I saw Iron Maiden in the 80's!!!!!! :lymo :roon :roon :roon


----------



## jor71 (Nov 25, 2008)

Iron Maiden ruled back in my days. Let us not forget Circus magazine and the battles between Heavy Metal bands, like Iron Maiden Vs. Judas Priest........That was when metal was truly metal!


----------



## ashesc212 (Nov 25, 2008)

Oddball said:


> I wish I were born in the 50's! That way I could have been 21 in the 70's and seen Iron Maiden live when they were new, as well as AC/DC, Hendrix, Black Sabbath, Judas Preist, and then all the awesome 80's bands (none of the gay la metal bands...G.L.A.M.), and go into hiding for the 90's and then show my head when this site was created ^_^



I hear you on that...although I would have liked to see Jefferson Airplane live. 
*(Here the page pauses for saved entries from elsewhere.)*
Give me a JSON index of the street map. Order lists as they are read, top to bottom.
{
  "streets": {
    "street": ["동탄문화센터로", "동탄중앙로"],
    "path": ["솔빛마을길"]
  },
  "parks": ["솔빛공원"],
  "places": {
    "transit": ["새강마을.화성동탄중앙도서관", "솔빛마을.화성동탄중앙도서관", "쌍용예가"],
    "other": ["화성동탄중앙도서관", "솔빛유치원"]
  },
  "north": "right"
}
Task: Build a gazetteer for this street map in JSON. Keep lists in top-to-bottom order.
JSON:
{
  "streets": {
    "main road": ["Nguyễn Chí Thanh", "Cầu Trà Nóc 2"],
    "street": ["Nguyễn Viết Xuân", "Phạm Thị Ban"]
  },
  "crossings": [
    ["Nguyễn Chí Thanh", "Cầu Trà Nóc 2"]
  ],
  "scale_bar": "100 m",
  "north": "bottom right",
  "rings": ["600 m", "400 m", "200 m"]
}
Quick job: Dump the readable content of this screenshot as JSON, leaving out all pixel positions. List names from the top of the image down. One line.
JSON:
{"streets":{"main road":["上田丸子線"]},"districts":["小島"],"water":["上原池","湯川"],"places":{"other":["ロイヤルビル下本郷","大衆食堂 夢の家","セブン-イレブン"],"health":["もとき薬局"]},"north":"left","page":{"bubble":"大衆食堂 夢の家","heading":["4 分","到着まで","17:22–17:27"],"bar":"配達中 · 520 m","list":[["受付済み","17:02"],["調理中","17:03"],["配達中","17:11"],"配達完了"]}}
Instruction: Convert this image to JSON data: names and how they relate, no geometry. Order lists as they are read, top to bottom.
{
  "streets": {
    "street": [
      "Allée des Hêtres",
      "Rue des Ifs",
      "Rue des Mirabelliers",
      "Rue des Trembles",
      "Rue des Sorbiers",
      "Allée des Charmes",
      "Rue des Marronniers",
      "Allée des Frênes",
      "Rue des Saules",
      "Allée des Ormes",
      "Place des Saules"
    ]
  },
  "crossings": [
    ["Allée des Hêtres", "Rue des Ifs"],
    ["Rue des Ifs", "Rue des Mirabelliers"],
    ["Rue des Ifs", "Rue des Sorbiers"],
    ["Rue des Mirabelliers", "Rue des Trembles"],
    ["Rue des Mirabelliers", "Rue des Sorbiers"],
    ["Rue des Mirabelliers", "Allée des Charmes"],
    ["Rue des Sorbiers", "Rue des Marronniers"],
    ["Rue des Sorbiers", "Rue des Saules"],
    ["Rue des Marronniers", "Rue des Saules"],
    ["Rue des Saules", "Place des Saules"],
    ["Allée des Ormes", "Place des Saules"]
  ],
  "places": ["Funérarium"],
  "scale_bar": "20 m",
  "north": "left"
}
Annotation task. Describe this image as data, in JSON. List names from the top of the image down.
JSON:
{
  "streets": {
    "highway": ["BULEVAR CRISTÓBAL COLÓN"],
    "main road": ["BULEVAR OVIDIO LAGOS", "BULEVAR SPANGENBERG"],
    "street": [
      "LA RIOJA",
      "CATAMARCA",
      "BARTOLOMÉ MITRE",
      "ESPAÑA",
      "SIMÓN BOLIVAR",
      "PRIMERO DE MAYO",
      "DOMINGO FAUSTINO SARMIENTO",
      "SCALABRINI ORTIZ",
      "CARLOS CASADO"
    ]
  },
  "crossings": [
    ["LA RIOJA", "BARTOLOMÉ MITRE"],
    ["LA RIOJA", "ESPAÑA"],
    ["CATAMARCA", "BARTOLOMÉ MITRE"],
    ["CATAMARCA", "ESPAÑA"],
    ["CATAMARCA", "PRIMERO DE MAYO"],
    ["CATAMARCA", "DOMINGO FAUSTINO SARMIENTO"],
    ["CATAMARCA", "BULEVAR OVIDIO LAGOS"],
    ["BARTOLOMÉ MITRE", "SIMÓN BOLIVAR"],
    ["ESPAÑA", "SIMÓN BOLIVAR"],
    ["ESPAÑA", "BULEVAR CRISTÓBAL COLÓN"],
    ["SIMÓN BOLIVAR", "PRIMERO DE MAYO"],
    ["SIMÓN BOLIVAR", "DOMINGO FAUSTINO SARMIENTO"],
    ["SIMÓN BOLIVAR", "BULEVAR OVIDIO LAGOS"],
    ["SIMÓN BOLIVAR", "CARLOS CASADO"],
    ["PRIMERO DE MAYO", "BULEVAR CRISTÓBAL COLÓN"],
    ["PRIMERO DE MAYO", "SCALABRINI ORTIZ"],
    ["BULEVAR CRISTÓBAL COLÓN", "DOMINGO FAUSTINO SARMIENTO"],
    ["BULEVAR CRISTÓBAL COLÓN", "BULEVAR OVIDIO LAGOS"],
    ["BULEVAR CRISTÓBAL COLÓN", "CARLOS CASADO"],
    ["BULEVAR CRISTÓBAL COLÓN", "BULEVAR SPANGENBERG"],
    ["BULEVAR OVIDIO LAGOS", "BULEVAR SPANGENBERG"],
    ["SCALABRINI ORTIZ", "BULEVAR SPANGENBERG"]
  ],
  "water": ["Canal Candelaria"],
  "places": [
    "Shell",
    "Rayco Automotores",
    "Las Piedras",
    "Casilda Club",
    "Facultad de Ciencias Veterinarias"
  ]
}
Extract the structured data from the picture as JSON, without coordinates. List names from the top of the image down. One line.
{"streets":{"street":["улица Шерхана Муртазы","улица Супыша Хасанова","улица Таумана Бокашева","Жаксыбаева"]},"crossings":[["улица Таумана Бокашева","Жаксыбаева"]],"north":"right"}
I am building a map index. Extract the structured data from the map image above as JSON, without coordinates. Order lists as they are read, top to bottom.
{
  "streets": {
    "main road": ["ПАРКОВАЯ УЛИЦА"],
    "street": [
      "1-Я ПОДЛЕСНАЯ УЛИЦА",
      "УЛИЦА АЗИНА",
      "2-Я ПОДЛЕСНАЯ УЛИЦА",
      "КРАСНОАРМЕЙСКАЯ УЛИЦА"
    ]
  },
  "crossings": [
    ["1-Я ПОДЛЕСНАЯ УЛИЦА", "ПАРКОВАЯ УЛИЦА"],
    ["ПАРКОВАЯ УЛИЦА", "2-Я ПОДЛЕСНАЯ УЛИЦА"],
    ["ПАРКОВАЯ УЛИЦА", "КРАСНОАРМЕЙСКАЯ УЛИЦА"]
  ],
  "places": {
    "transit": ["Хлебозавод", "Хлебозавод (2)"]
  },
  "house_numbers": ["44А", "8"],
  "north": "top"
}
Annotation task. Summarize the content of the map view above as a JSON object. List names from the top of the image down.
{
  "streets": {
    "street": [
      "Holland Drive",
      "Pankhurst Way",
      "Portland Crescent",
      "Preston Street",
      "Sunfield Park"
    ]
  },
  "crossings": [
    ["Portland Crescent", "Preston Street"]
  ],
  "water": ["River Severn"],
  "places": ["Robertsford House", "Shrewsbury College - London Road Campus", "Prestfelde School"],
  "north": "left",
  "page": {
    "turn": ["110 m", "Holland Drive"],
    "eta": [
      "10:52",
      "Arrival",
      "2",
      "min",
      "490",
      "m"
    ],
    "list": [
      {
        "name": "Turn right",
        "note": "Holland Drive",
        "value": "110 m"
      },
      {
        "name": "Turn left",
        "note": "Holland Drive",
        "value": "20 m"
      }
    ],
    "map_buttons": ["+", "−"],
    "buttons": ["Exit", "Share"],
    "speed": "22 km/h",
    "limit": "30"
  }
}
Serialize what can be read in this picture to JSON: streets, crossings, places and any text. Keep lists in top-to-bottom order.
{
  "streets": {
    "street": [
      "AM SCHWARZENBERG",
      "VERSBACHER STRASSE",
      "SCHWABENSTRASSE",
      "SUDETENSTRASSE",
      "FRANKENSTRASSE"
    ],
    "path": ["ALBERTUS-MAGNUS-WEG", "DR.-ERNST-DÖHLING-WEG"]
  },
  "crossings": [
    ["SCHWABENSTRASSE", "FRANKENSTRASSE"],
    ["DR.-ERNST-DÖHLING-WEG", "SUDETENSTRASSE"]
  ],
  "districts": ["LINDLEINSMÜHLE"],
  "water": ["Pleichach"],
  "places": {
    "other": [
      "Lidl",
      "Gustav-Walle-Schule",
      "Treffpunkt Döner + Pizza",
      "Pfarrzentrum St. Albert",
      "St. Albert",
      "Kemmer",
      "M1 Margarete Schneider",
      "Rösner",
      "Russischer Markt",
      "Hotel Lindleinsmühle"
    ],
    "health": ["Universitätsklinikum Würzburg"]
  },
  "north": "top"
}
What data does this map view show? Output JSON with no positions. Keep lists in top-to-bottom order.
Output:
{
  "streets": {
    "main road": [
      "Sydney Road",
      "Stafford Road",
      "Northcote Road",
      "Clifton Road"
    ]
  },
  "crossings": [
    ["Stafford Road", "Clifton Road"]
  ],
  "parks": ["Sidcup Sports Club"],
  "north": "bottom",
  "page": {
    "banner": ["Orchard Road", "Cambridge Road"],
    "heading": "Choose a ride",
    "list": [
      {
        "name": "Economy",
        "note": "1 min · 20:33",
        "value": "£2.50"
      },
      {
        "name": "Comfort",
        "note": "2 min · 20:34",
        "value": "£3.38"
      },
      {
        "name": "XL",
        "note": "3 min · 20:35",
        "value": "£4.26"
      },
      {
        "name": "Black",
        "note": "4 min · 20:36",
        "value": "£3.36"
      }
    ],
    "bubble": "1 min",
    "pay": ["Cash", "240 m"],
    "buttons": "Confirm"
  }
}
...me...22...practically married (own house together)...

Kwayze and I are married, however - married to each other's hip! Okay, that was dorkie, I know.


----------



## ashesc212 (Nov 25, 2008)

fyi - kwayze is my beardie


----------



## Schnab (Nov 25, 2008)

18


----------



## BOOZER (Nov 25, 2008)

40 GOING ON 16


----------



## iG (Nov 25, 2008)

I'm 21


----------



## DaRealJoker (Nov 25, 2008)

I was a kid in the 80's so Judas Priest was around as much as Saturday cartoons My mom was a rocker and we always had the metal on House parties, mortorcycles in the livingroom, and always some stranger asleep in my back yard hahah Metal will never die!!! I prefered the war of James and Dave the most tho I'm a Metallica and Megadeath guy myself Sepultura and Anthrax Hendrix omg I could ramble forever on this one lol


----------



## jjollie (Nov 25, 2008)

I am 41 and still love my reptiles


----------



## steve (Nov 25, 2008)

42 =)


----------



## kethry (Nov 25, 2008)

im 14 years old   :-D 8)


----------



## mr.king (Nov 25, 2008)

20!!


----------



## kethry (Nov 26, 2008)

im 14
lol dont make fun of my age i am the coolest person in the world


----------



## DaveDragon (Nov 26, 2008)

kethry said:


> lol dont make fun of my age i am the coolest person in the world


You're gonna have to explain that one!!


----------



## WhiskeyTango (Dec 2, 2008)

BUMP!

18!


----------



## dturner05 (Dec 3, 2008)

21


----------



## RehabRalphy (Dec 3, 2008)

*21*


:cheers


----------



## JohnMatthew (Dec 3, 2008)

26 but I still play video games and watch cartoons like it's going out of style :viga


----------



## Wooly (Dec 4, 2008)

I'm 20 and still live at home, and coach wrestling at a highschool.


----------



## jimski427 (Dec 6, 2008)

i am 19 now  lol will be 20 in a couple months, thats weird saying it....


----------



## AlpineStar (Dec 6, 2008)

25 :bud and gettin a pre game warm up with shots its cold outside
then out to the clubs


----------



## brad67 (Dec 6, 2008)

16


----------



## ZEKE (Dec 7, 2008)

15 here! i just got my learners permit on the 25th of november.

on page 5 i was 14!


----------



## Filphfio (Dec 8, 2008)

(Insert clever responce here) 22


----------



## Pony (Dec 9, 2008)

21


----------



## camb (Dec 10, 2008)

ZEKE said:


> i think im the youngest here!!! 14 turning 15 February 24th :app



got you beat! i'm 14, turning 25 on june 24th.


----------



## ZEKE (Dec 17, 2008)

camb said:


> ZEKE said:
> 
> 
> > i think im the youngest here!!! 14 turning 15 February 24th :app
> ...



yeah that was posted a while ago lol. i think i was the youngest then, more people have come that are younger. im turning 16 in february


----------



## Mvskokee (Dec 17, 2008)

lil baby


----------



## bubbategu2 (Dec 28, 2008)

Oh my, I believe I am the oldest at 56-I'll be 57 in January and I've had reptiles for about 25 years. My Bubba ( red tegu) is 8 years old. Bubbategu2


----------



## mr.tegu (Dec 28, 2008)

31


----------



## CuriousTegu760 (Dec 28, 2008)

I'm 16


----------



## John_E_Dove (Jan 6, 2009)

When I hit 60 I decided I'd start aging in reverse so I guess that makes me about 48 this year.


----------



## VARNYARD (Jan 6, 2009)

John_E_Dove said:


> When I hit 60 I decided I'd start aging in reverse so I guess that makes me about 48 this year.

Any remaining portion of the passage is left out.